BEIJING/SHANGHAI (Reuters) - China has suspended an army officer after reports he assaulted a flight attendant spread like wildfire on the Internet, fuelling growing outrage against the misbehavior of some government and Communist Party officials.
China’s leaders want to project a good image ahead of a once-a-decade leadership transition later this year, but the Party is being hurt by reports of officials abusing their position. A series of corruption scandals, a reported orgy as well as incidents involving the offspring of senior leaders have not helped.
On Tuesday, the official Xinhua news agency said Fang Daguo, a military official from the southern city of Guangzhou, had been suspended after he and his wife, both smelling of alcohol, had an altercation with flight attendant Zhou Yumeng over the couple’s carry-on luggage.

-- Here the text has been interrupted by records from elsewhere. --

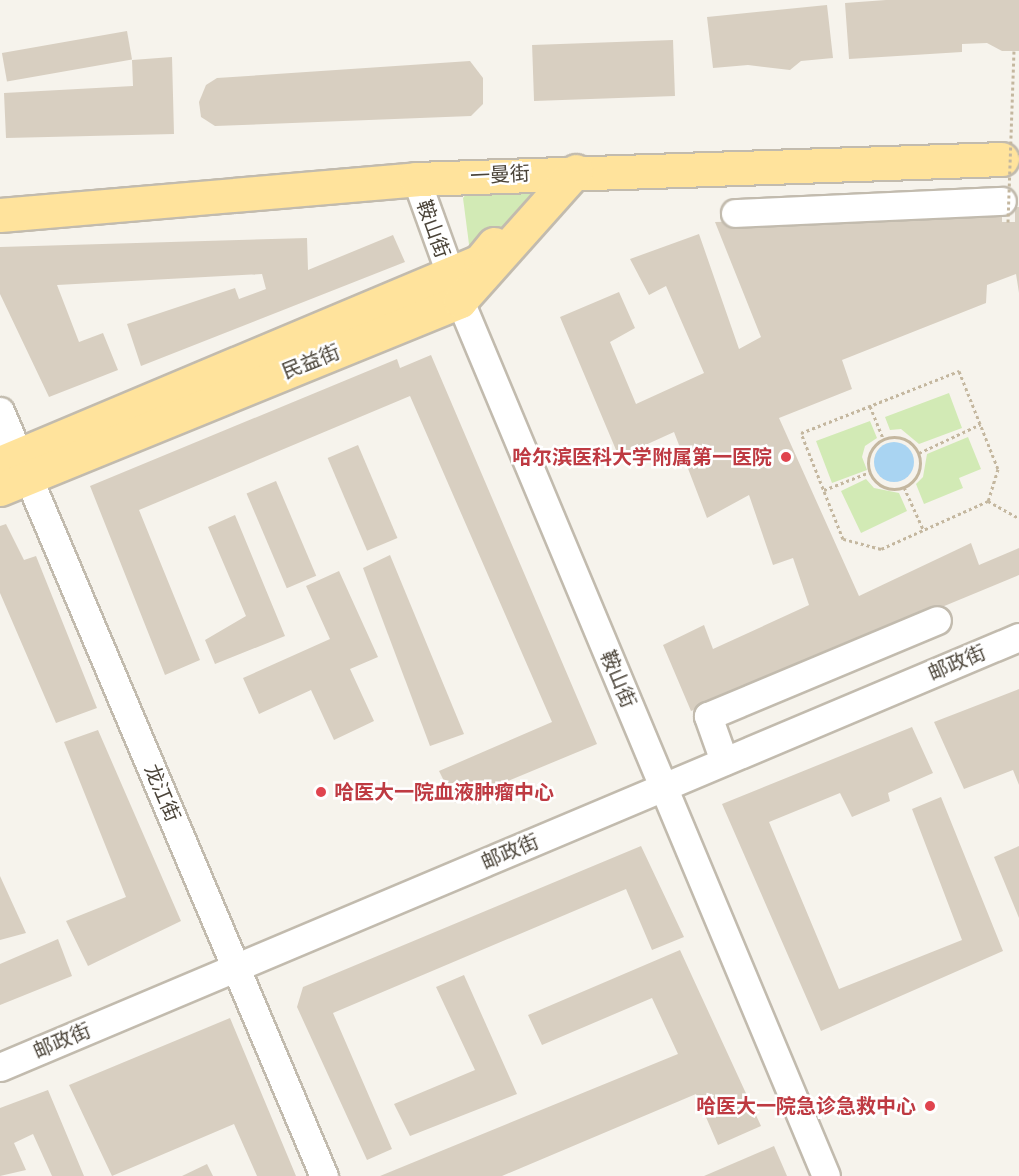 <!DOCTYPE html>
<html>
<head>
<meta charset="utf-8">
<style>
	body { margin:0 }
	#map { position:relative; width:1019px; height:1176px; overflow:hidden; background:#f6f3ec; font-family:"DejaVu Sans","Noto Sans SC",sans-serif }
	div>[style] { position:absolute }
	.green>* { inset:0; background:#d2eab5 }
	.water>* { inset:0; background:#a9d4f2 }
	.round { border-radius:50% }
	.building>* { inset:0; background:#d8cfc1; transform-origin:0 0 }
	.path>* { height:3px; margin-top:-1.5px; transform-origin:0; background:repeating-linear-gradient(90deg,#c4b79f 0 3px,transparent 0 6px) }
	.path>.ring { margin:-1.5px; padding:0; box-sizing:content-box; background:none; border:3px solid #c4b79f; border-radius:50% }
	.roads { filter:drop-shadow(2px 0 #c2bbae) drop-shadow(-2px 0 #c2bbae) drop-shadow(0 2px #c2bbae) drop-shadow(0 -2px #c2bbae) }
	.minor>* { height:27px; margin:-13.5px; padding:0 13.5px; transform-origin:13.5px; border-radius:13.5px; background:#fff }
	.major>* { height:33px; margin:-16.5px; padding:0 16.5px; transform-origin:16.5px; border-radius:16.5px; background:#ffe39c }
	.path-bridge>* { height:3px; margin-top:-1.5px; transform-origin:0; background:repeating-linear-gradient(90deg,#c4b79f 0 3px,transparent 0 6px) }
	.dots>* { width:16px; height:16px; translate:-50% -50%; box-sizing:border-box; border:3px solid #fff; border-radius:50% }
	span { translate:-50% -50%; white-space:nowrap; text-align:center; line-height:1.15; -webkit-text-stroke:5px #fff; paint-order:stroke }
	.street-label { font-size:20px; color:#4b4439 }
	.health-label { font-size:20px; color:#be3a42; font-weight:700 }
	.right { translate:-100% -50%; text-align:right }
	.left { translate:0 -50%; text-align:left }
</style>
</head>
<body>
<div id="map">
	<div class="green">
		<i style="clip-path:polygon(470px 189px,534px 191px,477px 255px,470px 252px,463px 198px)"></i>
		<i style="clip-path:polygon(949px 393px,962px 428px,919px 444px,901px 429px,890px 430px,885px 417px)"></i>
		<i style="clip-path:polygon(870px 421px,877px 438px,865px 446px,862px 457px,867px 470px,832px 483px,816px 441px)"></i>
		<i style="clip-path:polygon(968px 437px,981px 469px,959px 478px,963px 488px,924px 504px,916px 484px,923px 477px,927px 454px)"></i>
		<i style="clip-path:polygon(866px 479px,874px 488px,899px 493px,907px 511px,861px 533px,841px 491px)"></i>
	</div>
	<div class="water">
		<i class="round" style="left:874px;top:442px;width:40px;height:40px"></i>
	</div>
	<div class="building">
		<i style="clip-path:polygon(886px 0,1019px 0,1019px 51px,1002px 51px,987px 43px,962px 44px,962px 52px,849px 59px,845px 3px)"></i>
		<i style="clip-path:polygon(827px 5px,833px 58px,801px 61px,790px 70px,748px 65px,713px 68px,707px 17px)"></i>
		<i style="left:127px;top:31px;width:29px;height:127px;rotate:80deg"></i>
		<i style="left:673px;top:40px;width:56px;height:141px;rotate:88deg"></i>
		<i style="clip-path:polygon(172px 57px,174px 134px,6px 138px,4px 93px,133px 86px,132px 60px)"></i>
		<i style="clip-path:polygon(470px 61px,483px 78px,483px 104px,471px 116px,215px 126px,201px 117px,199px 102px,206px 85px,217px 78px)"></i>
		<i style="clip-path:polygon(1015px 207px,1019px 207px,1019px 293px,1016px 274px,987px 285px,986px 303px,842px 360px,852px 389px,779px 418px,859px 596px,971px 543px,979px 565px,1019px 548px,1019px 575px,691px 711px,663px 645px,704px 625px,713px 649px,809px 605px,793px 558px,773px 565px,749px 495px,707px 518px,674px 432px,619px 457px,560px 317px,619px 292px,635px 328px,610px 342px,636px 404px,704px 373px,666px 286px,649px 295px,630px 259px,699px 234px,739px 349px,761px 337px,715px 222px,1002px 214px,1002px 222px,1015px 222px)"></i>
		<i style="clip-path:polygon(393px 235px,405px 262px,141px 366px,127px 324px,235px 288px,239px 299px,266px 289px,262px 274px,57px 285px,79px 342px,103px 333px,118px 370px,49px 397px,0 294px,0 247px,307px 238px,308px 270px)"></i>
		<i style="clip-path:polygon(431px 355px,597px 744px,455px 803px,439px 771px,552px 722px,410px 396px,139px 510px,200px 660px,165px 675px,90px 486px,397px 359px,400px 368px)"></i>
		<i style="left:358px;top:445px;width:101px;height:33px;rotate:67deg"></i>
		<i style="left:276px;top:481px;width:103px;height:32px;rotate:67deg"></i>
		<i style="clip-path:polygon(235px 515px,285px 636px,215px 664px,205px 640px,246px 616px,208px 527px)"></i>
		<i style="clip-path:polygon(6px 524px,24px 560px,36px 556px,97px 708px,56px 723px,0 593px,0 526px)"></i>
		<i style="clip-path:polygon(390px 555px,464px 734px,430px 746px,363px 568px)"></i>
		<i style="clip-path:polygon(339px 571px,378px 657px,350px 669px,374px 721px,334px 740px,311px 690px,259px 714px,243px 678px,330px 639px,306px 586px)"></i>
		<i style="clip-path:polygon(1019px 689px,1019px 785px,1013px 770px,964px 789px,934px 722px)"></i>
		<i style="clip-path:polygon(912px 727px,933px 773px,888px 793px,890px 801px,852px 817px,840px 793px,769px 822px,839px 989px,962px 940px,912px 809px,941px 797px,1003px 951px,821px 1031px,722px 804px)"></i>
		<i style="clip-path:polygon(98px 730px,181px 921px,88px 966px,66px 921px,126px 897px,64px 742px)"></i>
		<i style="clip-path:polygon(641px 846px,684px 937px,652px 950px,626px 889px,333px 1013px,392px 1149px,367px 1160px,297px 1007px,303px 987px)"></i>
		<i style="clip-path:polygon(1019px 846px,1019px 918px,994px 857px)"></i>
		<i style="clip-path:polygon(0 876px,26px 933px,0 940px)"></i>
		<i style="clip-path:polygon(58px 939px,72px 976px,0 1005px,0 964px)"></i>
		<i style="clip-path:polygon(680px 950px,761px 1126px,718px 1145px,696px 1094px,502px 1176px,380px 1176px,678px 1054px,652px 998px,542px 1045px,528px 1015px)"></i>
		<i style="clip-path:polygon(464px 975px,517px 1094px,410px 1136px,394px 1104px,475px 1070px,436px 987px)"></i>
		<i style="clip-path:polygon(230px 1018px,296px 1176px,257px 1176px,234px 1124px,112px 1176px,69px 1085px)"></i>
		<i style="clip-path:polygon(48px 1090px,84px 1176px,52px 1176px,33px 1134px,14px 1143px,26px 1170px,0 1176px,0 1108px)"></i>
		<i style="clip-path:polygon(774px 1146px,787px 1176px,704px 1176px)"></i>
		<i style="clip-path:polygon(207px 1164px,213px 1176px,182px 1176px)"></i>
	</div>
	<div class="path">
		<i style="left:959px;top:371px;width:105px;rotate:68.3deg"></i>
		<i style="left:998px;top:469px;width:34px;rotate:107deg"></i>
		<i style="left:988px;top:501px;width:117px;rotate:155.8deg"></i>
		<i style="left:881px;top:549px;width:39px;rotate:-165deg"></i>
		<i style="left:843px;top:539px;width:114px;rotate:-111.6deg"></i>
		<i style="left:801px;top:433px;width:170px;rotate:-21.4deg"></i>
		<i style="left:870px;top:406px;width:35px;rotate:68deg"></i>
		<i class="ring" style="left:868px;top:437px;width:49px;height:49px"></i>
		<i style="left:919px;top:453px;width:68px;rotate:-25.1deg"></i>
		<i style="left:904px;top:487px;width:46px;rotate:65.7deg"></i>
		<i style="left:824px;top:490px;width:49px;rotate:-21.4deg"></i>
		<i style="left:988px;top:501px;width:35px;rotate:29deg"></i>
	</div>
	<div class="roads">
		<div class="minor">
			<i style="left:416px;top:179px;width:130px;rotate:70.2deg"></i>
			<i style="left:460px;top:301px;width:948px;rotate:67.3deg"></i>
			<i style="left:735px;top:213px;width:267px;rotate:-2.6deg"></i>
			<i style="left:0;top:411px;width:831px;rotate:67.05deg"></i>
			<i style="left:724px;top:761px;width:48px;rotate:-109.6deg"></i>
			<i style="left:708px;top:716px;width:248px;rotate:-22.7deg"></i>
			<i style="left:0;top:1067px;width:1106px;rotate:-22.88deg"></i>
		</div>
		<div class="major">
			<i style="left:0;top:215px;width:418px;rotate:-4.9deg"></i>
			<i style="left:416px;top:179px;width:586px;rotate:-1.95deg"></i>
			<i style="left:0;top:463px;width:521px;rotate:-22.82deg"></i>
			<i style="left:480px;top:261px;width:22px;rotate:-51deg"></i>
			<i style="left:0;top:489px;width:497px;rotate:-22.2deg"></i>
			<i style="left:460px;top:301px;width:174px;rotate:-48.3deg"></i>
		</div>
	</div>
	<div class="path-bridge">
		<i style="left:1008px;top:222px;width:171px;rotate:-88deg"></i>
	</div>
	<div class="dots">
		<i style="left:786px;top:457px;background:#e0444e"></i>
		<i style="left:321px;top:792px;background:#e0444e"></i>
		<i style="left:930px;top:1106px;background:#e0444e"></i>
	</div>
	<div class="street-label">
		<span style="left:500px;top:175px;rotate:-3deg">一曼街</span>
		<span style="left:433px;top:229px;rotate:70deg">鞍山街</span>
		<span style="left:311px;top:362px;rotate:-22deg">民益街</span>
		<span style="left:957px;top:663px;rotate:-23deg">邮政街</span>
		<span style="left:618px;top:679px;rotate:67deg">鞍山街</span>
		<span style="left:162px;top:793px;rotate:67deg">龙江街</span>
		<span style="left:510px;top:852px;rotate:-23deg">邮政街</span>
		<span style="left:62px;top:1041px;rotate:-23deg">邮政街</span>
	</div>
	<div class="health-label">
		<span class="right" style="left:772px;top:457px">哈尔滨医科大学附属第一医院</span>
		<span class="left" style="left:334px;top:792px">哈医大一院血液肿瘤中心</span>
		<span class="right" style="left:916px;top:1106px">哈医大一院急诊急救中心</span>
	</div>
</div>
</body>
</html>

Xinhua initially said a preliminary investigation found Fang had apologized but not assaulted Zhou.
The flight attendant published photos of her bruised arms and torn uniform on the Twitter-like microblog Sina Weibo, sparking a storm of angry comments.
“Fang Daguo, you have shamed China in front of the world,” wrote one blogger.
After the photos published by Zhou spread online, the local government was investigating further and had suspended the official, Xinhua said.
The Global Times, a popular tabloid owned by the Communist Party mouthpiece, the People’s Daily, said reports of such incidents were spreading like wildfire online as conflict between citizens and local officials was increasing.
“It’s hard to improve officials’ public image if they fail to stand up to public scrutiny and remain passive in communication with the people,” the paper said on Sunday.
The party has always been image conscious, air brushing photos and strictly controlling the media to send the right message.
However, the rise of the Internet and microblogs like Sina Weibo have posed a major challenge to the party’s control.
“A lot of times in the past, power might have gone unchecked and such things might have happened quite a lot without us knowing, but now people post things all the time... so a lot of things get revealed very quickly,” said Chen Minglu, a lecturer at the University of Sydney’s China Studies Centre.
“Civil society is slowly being formed in China... I think the people are learning more and more to be critical, they are learning how to criticize the power (holders) and they are more and more keen to do so.”
David Zweig, a Chinese politics expert at Hong Kong University of Science and Technology, said the Communist Party has always been more sensitive to public opinion around times of leadership change.
“The key question is whether this is a revolution where websites and microblogs will change China forever or whether it is something that only works around the time of the Party Congress,” he said.
Unfortunately for the party, officials are giving plenty of ammunition to China’s Internet users, who are quick to paint them as callous and out of touch with the people.
This year was already shaping up to be a rough one for the Communist Party’s image, with the escape from illegal house arrest and flight into exile of blind human rights activist Chen Guangcheng and the downfall of Politburo member Bo Xilai, whose wife was found guilty of murdering a British businessman.
Last month, an official at the Shaanxi province’s work safety department was caught on camera smiling broadly at the scene of a fiery bus crash that killed 36 people. China’s net surfers have since turned up the heat on him over a collection of luxury watches noticed on his wrist in photos.
Luxury sports cars also have made ready targets, after a deadly Ferrari crash in March was said by some sources to have involved the son of a senior official and two young women.
Sensitive to perceptions that children of top party officials live privileged lifestyles, the details of the crash remain shrouded in mystery.
Last month, a county government in Anhui province had to deny that participants in photos of an orgy posted online were local officials.
Another incident that has received much attention online is the abuse and threats hurled at a traffic policeman by a man identified by Weibo users as a local party official in the northeastern province of Liaoning who was pulled over.
“F--k your mother! You dare check my car? If you aren’t killed today I will have joined the Party for nothing,” the official was quoted as saying in posts accompanied by pictures of a crowd supposedly witnessing the incident and a policeman with his shirt ripped.
The online reaction has been vehement.
“If (the official) doesn’t die, the party just might,” said Weibo user MingJun3488.
Chen Ziming, an independent scholar of politics in Beijing, said newspapers were frightened to publicize these incidents for fear of punishment, but Internet users aren’t affected in the same way.
“Local governments haven’t caught up. If they think they can suppress it, they are going to try. But Internet users increasingly won’t tolerate this,” he said.